BEGIN AVAILABLE DATA

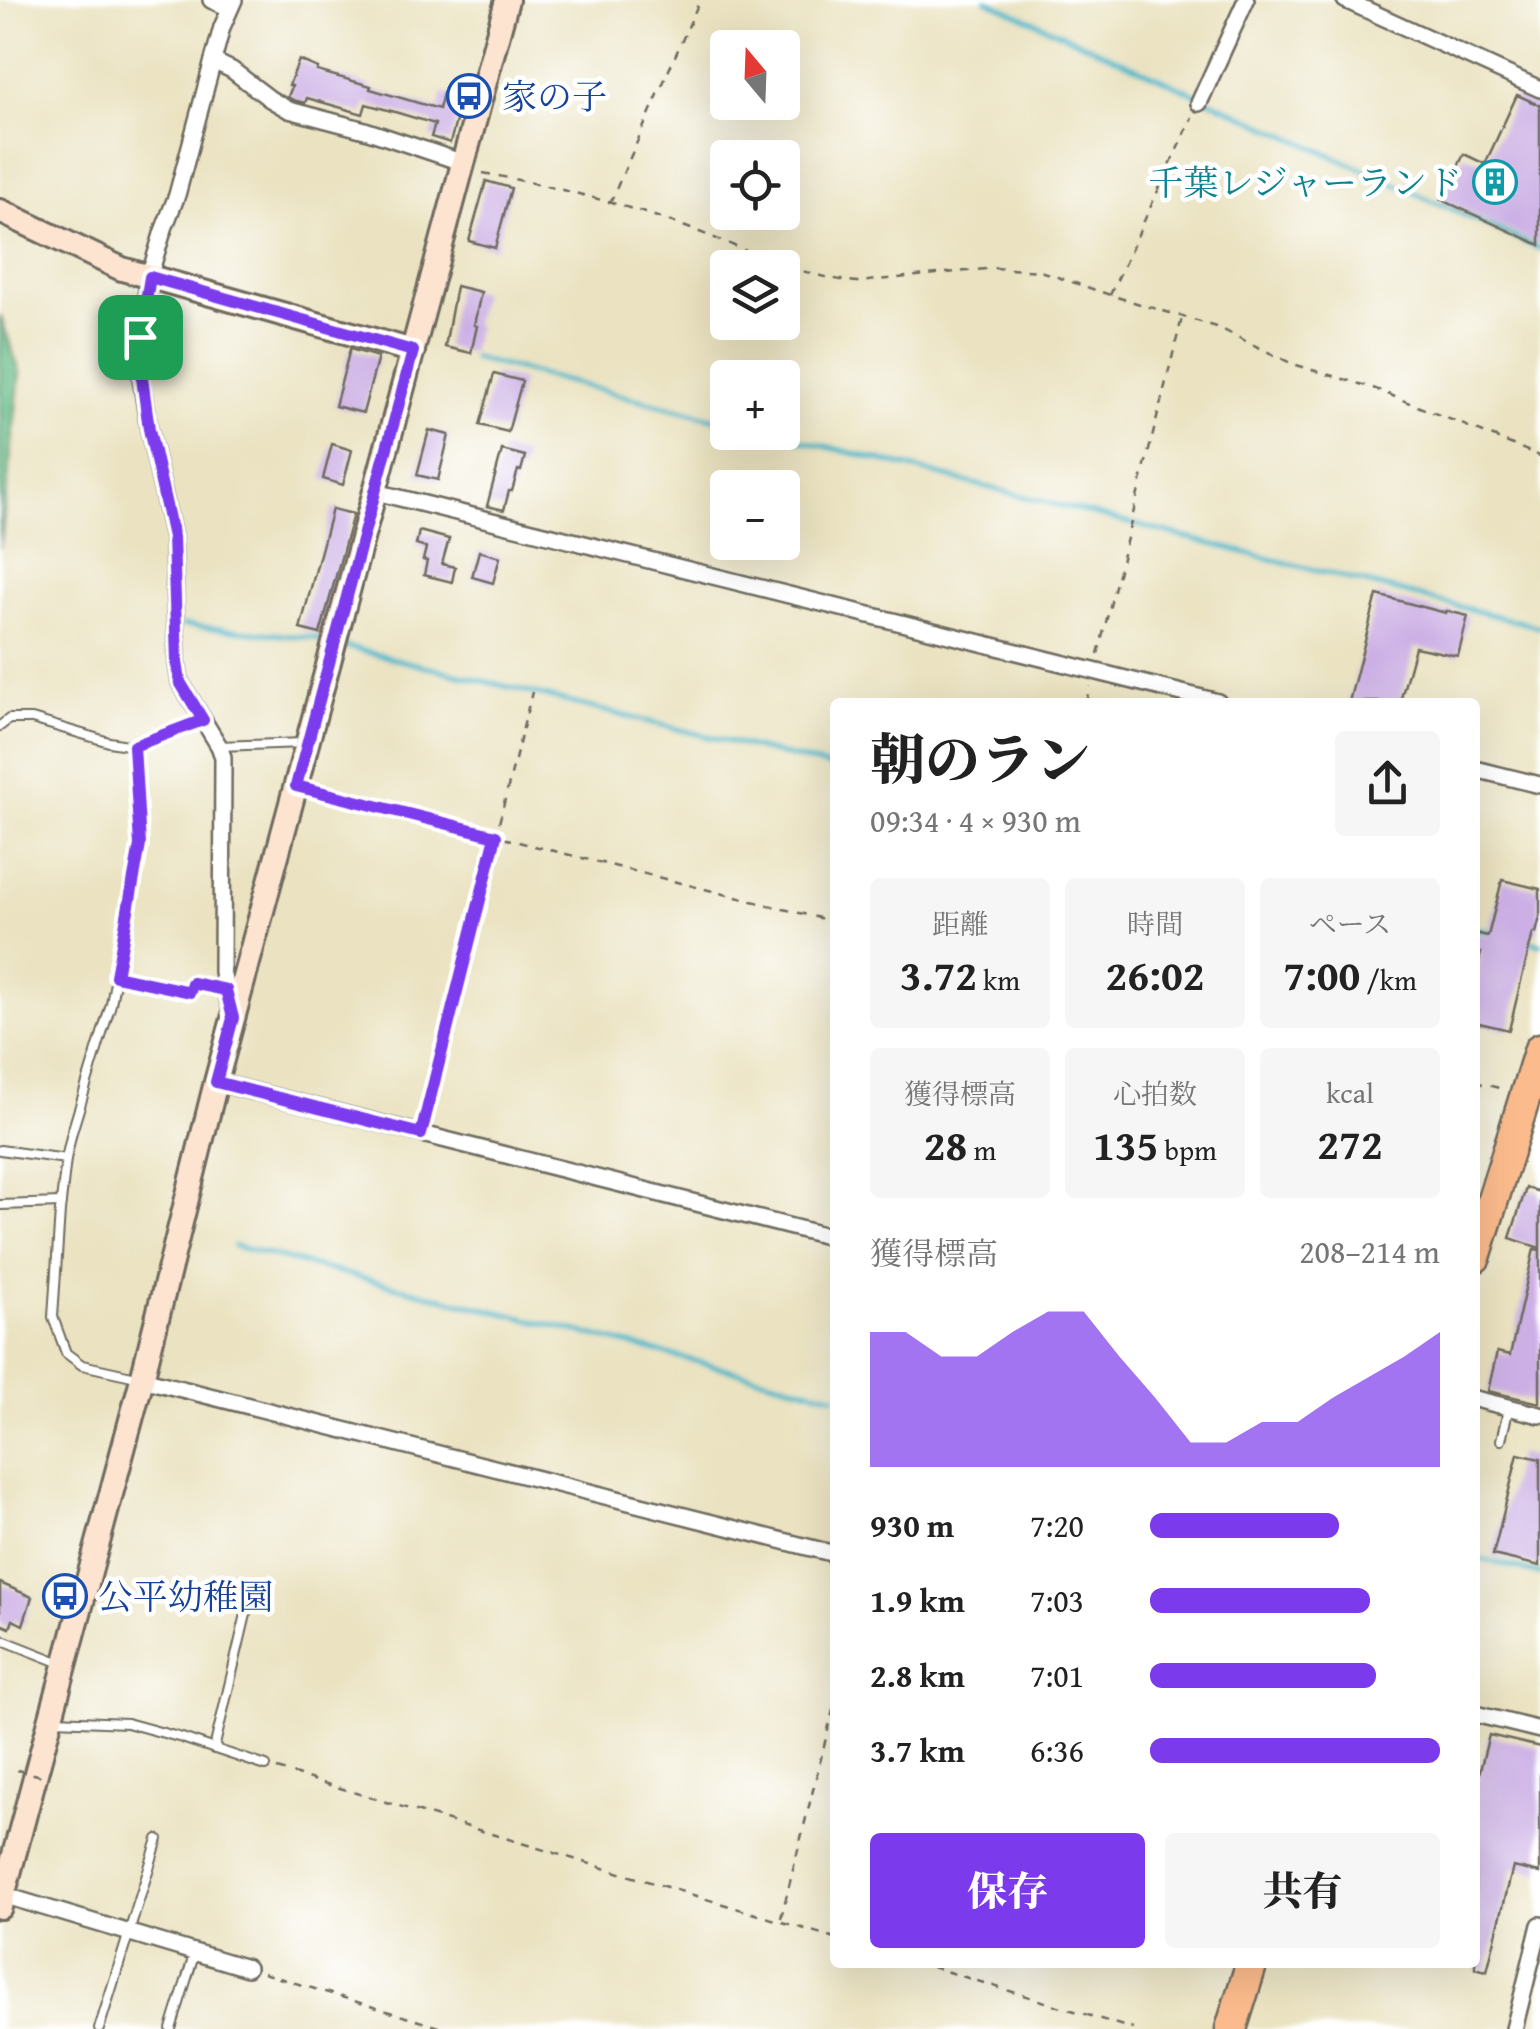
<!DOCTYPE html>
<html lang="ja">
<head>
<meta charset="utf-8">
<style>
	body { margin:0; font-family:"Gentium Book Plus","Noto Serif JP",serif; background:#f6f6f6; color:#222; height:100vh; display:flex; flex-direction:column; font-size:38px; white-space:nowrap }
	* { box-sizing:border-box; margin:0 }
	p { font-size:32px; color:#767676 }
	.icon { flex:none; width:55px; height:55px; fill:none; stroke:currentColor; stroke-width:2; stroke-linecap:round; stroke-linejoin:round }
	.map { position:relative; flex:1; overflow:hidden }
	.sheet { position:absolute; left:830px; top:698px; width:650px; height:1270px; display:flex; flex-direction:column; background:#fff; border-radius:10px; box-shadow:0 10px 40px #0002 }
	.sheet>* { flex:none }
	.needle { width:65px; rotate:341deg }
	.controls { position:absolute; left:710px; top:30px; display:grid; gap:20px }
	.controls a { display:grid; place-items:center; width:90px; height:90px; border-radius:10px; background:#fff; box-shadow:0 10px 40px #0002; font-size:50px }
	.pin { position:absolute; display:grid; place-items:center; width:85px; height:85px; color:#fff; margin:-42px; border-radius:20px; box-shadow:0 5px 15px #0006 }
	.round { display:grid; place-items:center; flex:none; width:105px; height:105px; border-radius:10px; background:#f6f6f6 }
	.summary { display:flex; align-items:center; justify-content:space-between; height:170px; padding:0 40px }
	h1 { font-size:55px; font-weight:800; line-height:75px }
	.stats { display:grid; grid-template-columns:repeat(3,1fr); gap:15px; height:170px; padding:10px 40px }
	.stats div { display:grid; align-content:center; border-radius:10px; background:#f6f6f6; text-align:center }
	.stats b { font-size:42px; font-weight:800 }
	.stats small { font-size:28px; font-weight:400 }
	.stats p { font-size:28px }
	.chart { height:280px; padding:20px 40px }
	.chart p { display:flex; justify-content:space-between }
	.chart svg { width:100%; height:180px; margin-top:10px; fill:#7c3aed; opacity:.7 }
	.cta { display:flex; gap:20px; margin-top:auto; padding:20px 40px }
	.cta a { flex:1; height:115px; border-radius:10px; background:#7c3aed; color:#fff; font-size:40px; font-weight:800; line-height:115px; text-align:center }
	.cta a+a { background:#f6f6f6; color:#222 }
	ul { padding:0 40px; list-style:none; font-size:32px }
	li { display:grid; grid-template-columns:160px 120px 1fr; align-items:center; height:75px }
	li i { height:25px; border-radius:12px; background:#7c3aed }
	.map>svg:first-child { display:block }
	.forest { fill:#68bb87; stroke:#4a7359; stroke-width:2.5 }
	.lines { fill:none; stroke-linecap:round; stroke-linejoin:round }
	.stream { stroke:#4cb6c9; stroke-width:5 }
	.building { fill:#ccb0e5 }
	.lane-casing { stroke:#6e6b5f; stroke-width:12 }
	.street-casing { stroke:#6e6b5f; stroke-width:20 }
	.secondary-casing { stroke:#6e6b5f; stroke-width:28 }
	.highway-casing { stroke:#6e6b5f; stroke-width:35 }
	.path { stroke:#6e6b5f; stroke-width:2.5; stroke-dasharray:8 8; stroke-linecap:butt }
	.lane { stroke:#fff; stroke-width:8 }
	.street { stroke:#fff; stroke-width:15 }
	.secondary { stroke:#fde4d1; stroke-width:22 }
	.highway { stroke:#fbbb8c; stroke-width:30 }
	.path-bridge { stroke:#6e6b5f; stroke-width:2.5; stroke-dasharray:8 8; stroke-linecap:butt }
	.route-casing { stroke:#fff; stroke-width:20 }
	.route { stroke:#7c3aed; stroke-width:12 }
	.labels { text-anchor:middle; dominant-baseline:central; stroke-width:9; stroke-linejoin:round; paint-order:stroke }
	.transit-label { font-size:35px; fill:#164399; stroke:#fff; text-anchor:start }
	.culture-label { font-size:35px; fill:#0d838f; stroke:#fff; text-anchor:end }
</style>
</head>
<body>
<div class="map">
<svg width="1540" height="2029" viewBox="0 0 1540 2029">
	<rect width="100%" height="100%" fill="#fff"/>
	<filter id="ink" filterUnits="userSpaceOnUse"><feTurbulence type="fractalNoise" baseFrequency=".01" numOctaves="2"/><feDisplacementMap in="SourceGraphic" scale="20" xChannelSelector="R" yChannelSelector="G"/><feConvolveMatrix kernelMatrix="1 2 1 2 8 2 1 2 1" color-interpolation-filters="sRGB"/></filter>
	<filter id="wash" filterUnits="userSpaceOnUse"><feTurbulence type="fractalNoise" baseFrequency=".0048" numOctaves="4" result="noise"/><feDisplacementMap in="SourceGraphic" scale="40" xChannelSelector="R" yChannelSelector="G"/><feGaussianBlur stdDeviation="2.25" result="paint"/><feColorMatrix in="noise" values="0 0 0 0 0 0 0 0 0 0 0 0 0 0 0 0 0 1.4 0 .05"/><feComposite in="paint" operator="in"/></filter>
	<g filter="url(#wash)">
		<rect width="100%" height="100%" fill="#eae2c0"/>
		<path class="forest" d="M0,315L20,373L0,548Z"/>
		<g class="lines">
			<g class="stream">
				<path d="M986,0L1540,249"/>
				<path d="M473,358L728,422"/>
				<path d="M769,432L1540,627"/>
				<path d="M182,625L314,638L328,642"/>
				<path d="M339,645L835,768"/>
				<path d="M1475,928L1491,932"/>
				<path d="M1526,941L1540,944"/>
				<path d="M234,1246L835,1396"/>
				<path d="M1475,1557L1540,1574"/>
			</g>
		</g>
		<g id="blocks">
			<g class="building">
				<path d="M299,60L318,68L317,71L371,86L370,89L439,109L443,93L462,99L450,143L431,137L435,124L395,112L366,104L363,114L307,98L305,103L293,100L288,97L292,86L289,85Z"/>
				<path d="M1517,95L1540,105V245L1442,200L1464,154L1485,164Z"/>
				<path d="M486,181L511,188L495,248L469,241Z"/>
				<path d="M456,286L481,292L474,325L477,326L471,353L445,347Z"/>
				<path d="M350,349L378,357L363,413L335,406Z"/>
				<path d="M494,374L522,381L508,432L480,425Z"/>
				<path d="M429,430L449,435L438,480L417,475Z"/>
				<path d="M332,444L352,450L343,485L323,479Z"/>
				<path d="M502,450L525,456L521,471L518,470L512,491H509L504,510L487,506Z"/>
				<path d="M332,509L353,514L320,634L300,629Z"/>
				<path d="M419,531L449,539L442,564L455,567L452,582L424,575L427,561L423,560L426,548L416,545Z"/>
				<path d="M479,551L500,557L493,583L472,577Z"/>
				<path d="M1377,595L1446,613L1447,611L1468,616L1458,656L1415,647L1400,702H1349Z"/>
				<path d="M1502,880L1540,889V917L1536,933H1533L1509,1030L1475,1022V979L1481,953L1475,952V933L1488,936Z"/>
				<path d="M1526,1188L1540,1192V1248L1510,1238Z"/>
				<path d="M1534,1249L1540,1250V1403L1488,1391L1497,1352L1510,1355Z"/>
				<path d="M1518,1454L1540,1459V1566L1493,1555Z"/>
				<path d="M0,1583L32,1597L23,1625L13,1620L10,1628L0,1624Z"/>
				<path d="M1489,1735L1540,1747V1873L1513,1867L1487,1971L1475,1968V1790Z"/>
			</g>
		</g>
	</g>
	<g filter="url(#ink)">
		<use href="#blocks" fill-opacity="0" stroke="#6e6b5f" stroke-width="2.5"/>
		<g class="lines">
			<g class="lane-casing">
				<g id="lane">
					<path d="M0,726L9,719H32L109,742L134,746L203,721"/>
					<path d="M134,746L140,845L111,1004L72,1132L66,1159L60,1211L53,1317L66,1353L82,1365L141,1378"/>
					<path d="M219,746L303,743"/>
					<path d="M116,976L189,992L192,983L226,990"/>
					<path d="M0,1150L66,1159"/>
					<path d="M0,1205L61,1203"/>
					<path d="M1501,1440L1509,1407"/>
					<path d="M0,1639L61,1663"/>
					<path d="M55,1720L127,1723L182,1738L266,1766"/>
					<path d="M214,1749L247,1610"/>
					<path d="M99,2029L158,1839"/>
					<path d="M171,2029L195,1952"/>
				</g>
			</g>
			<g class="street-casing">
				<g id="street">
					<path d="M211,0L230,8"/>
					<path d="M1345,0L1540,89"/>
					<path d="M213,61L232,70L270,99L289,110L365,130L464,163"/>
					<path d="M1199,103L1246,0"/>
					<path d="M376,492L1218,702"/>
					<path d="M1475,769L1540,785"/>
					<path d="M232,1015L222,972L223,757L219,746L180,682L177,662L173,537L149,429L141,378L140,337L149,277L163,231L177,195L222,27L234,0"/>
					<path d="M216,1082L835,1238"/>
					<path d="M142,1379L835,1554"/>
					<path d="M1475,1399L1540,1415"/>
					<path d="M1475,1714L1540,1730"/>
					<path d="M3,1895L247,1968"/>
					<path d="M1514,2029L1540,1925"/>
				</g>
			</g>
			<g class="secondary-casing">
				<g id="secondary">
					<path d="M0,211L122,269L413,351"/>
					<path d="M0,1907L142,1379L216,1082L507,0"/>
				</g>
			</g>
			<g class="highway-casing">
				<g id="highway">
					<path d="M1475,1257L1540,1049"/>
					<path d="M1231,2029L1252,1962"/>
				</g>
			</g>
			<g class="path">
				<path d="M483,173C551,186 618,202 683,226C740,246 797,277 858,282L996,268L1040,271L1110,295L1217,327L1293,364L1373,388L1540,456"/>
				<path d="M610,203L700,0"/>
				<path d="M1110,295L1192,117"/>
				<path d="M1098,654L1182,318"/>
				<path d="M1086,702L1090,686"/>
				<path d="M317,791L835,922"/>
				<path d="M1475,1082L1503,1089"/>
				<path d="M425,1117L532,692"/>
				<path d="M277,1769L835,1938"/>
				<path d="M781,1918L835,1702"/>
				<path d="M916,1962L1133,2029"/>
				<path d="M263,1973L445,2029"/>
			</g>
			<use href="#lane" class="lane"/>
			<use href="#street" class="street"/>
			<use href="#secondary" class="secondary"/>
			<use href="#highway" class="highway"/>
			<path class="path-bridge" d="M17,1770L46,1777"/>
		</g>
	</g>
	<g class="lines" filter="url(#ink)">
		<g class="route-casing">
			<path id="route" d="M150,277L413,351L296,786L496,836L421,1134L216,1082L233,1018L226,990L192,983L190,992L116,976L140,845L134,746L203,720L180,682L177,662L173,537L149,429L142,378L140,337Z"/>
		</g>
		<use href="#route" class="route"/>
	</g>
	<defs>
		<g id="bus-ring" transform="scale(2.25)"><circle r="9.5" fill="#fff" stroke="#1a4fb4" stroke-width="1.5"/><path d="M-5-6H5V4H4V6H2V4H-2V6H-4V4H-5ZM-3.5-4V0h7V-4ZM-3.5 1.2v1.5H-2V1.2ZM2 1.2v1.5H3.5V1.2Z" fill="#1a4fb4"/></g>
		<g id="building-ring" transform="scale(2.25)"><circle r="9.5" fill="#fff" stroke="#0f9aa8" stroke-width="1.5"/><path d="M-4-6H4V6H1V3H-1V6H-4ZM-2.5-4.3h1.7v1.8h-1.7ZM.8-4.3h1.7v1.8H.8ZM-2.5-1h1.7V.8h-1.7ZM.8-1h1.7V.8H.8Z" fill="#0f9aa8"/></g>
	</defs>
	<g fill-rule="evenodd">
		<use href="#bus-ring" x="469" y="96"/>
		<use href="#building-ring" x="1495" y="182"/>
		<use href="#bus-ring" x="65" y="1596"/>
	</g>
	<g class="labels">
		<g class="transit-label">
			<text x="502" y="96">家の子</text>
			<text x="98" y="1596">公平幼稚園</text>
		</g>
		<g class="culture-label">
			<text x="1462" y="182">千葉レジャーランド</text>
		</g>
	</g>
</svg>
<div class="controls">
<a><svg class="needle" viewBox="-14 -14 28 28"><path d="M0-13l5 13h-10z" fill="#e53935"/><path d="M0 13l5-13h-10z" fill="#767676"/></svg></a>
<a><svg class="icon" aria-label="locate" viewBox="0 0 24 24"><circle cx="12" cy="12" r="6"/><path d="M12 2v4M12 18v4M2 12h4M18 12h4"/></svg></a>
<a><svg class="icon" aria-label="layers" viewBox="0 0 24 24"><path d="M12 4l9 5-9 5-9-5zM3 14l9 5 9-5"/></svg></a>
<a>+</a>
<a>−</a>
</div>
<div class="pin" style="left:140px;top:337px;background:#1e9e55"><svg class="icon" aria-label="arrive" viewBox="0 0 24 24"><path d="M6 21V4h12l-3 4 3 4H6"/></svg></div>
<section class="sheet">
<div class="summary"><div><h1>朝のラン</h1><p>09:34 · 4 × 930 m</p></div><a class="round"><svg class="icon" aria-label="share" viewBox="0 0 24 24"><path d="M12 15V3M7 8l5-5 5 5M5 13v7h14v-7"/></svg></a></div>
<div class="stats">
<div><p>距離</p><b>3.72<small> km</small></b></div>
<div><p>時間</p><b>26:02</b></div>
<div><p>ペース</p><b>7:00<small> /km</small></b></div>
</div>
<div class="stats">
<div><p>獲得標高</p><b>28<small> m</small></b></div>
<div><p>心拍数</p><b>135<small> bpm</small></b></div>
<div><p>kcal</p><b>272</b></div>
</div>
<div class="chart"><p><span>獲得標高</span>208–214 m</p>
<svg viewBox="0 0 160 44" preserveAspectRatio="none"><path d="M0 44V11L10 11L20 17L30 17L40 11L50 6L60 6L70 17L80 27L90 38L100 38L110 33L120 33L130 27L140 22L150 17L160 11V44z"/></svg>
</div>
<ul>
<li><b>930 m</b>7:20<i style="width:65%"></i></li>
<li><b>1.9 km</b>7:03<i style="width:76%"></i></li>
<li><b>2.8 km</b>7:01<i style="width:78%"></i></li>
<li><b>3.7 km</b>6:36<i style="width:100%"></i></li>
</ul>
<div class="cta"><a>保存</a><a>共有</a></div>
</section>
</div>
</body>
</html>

END AVAILABLE DATA

WHAT YOU NEED TO DO: Return, without any change, only the lines from the one containing "<div><p>心拍数</p" through the last line of the entries above.

EXERCISE RESPONSE:
<div><p>心拍数</p><b>135<small> bpm</small></b></div>
<div><p>kcal</p><b>272</b></div>
</div>
<div class="chart"><p><span>獲得標高</span>208–214 m</p>
<svg viewBox="0 0 160 44" preserveAspectRatio="none"><path d="M0 44V11L10 11L20 17L30 17L40 11L50 6L60 6L70 17L80 27L90 38L100 38L110 33L120 33L130 27L140 22L150 17L160 11V44z"/></svg>
</div>
<ul>
<li><b>930 m</b>7:20<i style="width:65%"></i></li>
<li><b>1.9 km</b>7:03<i style="width:76%"></i></li>
<li><b>2.8 km</b>7:01<i style="width:78%"></i></li>
<li><b>3.7 km</b>6:36<i style="width:100%"></i></li>
</ul>
<div class="cta"><a>保存</a><a>共有</a></div>
</section>
</div>
</body>
</html>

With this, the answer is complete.